En effet, sur la base des informations fournies sur WHOIS, les conseillers en marques pouvaient proposer une évaluation initiale de la violation potentielle et indiquer à leurs clients un mode d’action approprié. Les données obtenues sur WHOIS signalaient parfois à l’avocat des enregistrements de noms de domaine douteux et permettaient d’identifier des cybersquatteurs potentiels. À d’autres occasions, utiliser les informations de WHOIS permettait aux conseillers de contacter directement les déposants de noms de domaine, résolvant ainsi le litige sans besoin d’une action en justice coûteuse et chronophage. Pour finir, WHOIS servait aussi dans les procédures UDRP (Uniform Domain-Name Dispute-Resolution Policy) en favorisant l’établissement d’un dossier démontrant la mauvaise foi supposée d’un déposant.
Maintenant que l’entrée en vigueur du RGPD est imminente, ces tâches sont sur le point de devenir beaucoup plus difficiles à réaliser. La raison en est que le système WHOIS, tel que nous le connaissions jusqu’à présent, n’est pas conforme à l’exigence de protection des données du RGPD.
Cette tournure des événements pourrait décourager les titulaires de marque de faire respecter leurs droits en ligne. Les cybersquatteurs, quant à eux, pourraient trouver un avantage inattendu à la couverture assurée par le RGPD. Il ne s’agit pas de dire que le système WHOIS était parfait : un cybersquatteur résolu pouvait toujours trouver moyen de rester dans l’ombre.
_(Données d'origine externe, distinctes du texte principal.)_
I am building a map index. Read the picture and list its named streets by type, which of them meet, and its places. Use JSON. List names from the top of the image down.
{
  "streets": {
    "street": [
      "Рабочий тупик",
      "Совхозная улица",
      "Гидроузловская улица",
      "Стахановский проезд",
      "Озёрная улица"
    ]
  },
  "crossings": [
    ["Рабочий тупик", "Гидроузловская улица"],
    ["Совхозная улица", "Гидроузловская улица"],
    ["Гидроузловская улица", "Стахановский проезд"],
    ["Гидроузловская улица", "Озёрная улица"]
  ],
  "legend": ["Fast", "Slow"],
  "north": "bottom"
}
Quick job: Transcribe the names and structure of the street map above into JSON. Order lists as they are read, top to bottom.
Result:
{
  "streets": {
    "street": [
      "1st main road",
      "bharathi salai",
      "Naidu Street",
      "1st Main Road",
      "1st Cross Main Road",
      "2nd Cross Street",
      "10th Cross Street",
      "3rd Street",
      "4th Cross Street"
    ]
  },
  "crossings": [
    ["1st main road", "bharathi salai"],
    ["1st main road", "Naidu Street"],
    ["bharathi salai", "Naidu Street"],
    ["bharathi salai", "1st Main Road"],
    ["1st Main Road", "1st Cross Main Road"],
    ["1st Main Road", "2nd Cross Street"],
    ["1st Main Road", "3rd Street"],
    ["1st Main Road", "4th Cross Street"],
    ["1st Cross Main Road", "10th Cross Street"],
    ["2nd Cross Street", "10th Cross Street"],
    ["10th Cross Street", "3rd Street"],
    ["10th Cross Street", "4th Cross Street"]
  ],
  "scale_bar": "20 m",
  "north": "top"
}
Ceci étant, les conseillers en marques disposaient ainsi d’un moyen pour contenir le problème et proposer plusieurs solutions aux titulaires de marques.
Le RGPD laissera donc un vide en forme de WHOIS dans le paysage de la propriété intellectuelle : or, « la nature a horreur du vide », comme le disait Rabelais, et les professions liées à la propriété intellectuelle également. Un successeur adéquat reste donc à trouver. Un système d’accréditation sera probablement proposé comme palliatif afin de donner accès à ces informations à certaines professions. Ceci étant, il est possible qu’il ne soit pas disponible avant un certain temps.
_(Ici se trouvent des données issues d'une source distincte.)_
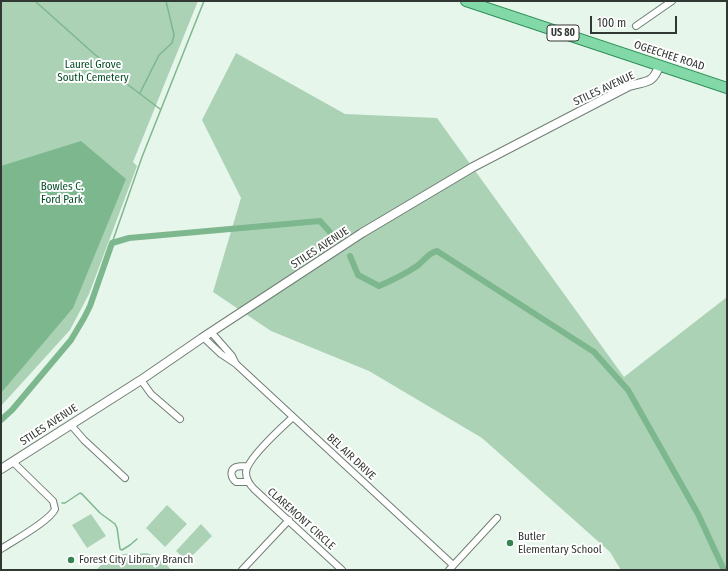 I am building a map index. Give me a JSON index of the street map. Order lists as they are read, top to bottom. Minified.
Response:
{"streets":{"main road":["US 80","OGEECHEE ROAD"],"street":["STILES AVENUE","BEL AIR DRIVE","CLAREMONT CIRCLE"]},"crossings":[["OGEECHEE ROAD","STILES AVENUE"],["STILES AVENUE","BEL AIR DRIVE"],["BEL AIR DRIVE","CLAREMONT CIRCLE"]],"parks":["Laurel Grove South Cemetery","Bowles C. Ford Park"],"places":["Butler Elementary School","Forest City Library Branch"],"scale_bar":"100 m"} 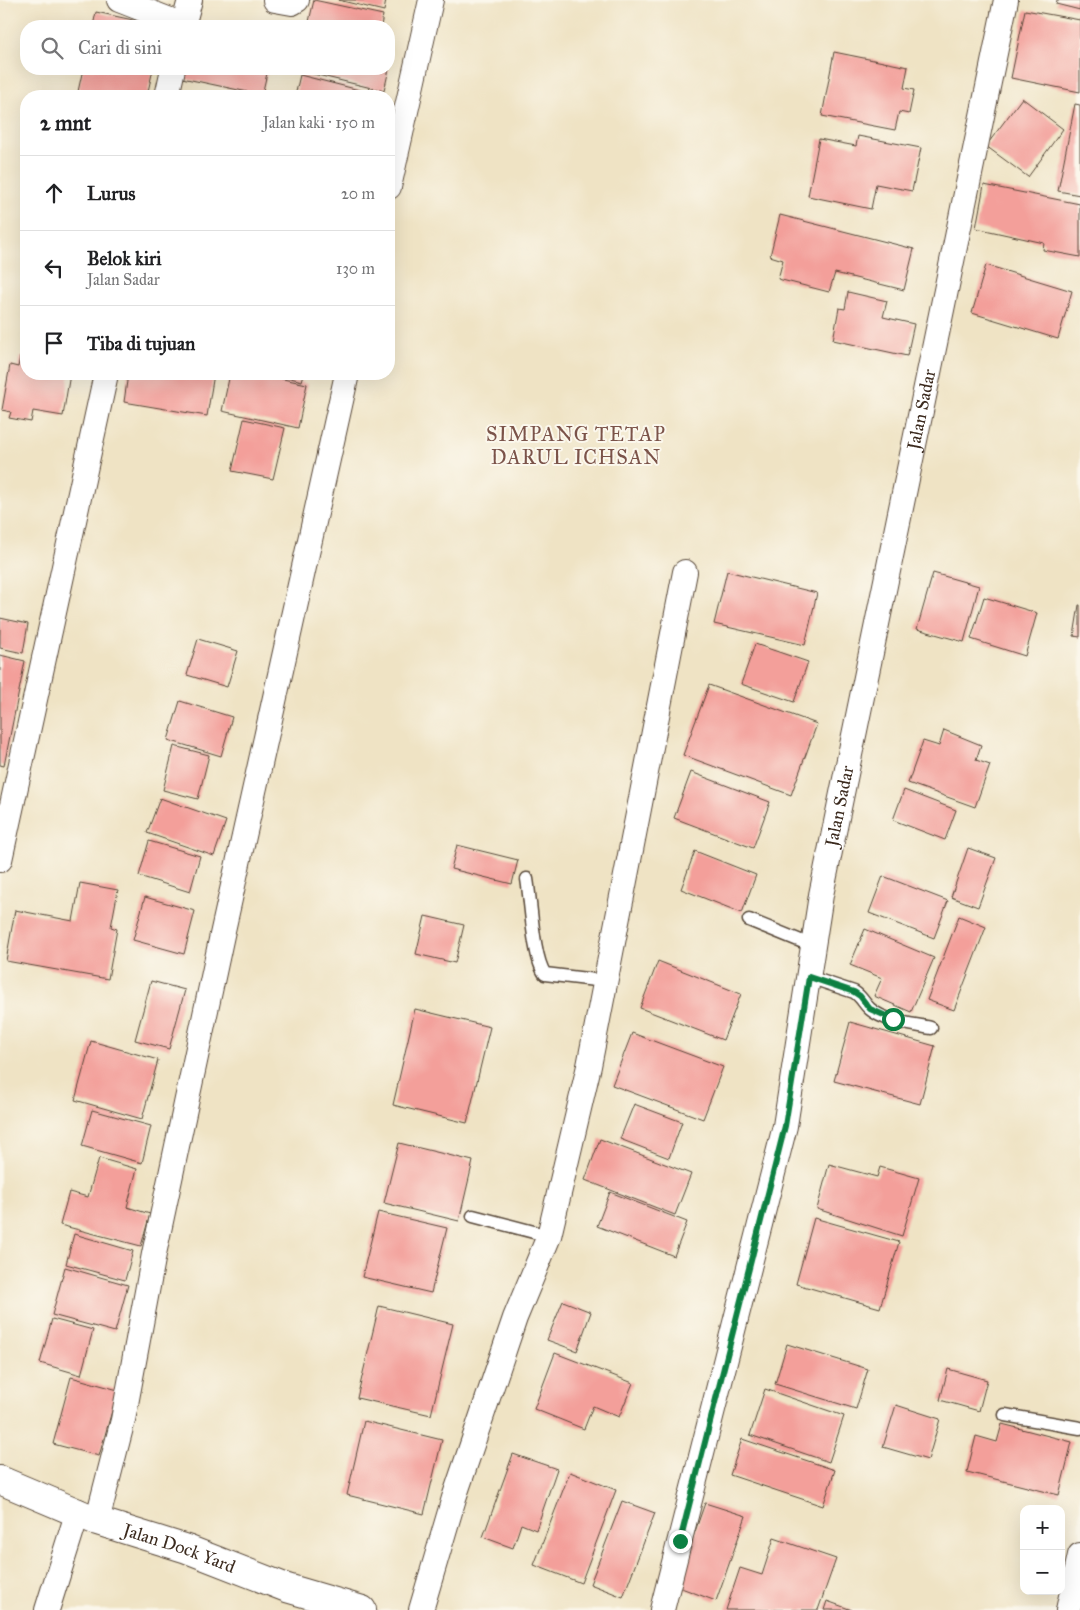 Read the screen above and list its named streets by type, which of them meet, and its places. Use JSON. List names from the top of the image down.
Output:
{
  "streets": {
    "street": ["Jalan Sadar", "Jalan Dock Yard"]
  },
  "districts": ["SIMPANG TETAP DARUL ICHSAN"],
  "page": {
    "search": "Cari di sini",
    "heading": ["2 mnt", "Jalan kaki · 150 m"],
    "list": [
      ["Lurus", "20 m"],
      ["Belok kiri", "Jalan Sadar", "130 m"],
      "Tiba di tujuan"
    ],
    "map_buttons": ["+", "−"]
  }
}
Dans l’intervalle, GoDaddy, le plus grand registraire de noms de domaine dans le monde, a déjà décidé de masquer les adresses électroniques, les noms et les numéros de téléphone des enregistrements de WHOIS qu’il publie. D’autres registraires de noms de domaine pourraient suivre cette voie. Et tant que le système conforme au RGPD n’aura pas été mis en place, il nous faut admettre que le RGPD a jeté par mégarde du sable dans les yeux des conseils en marques.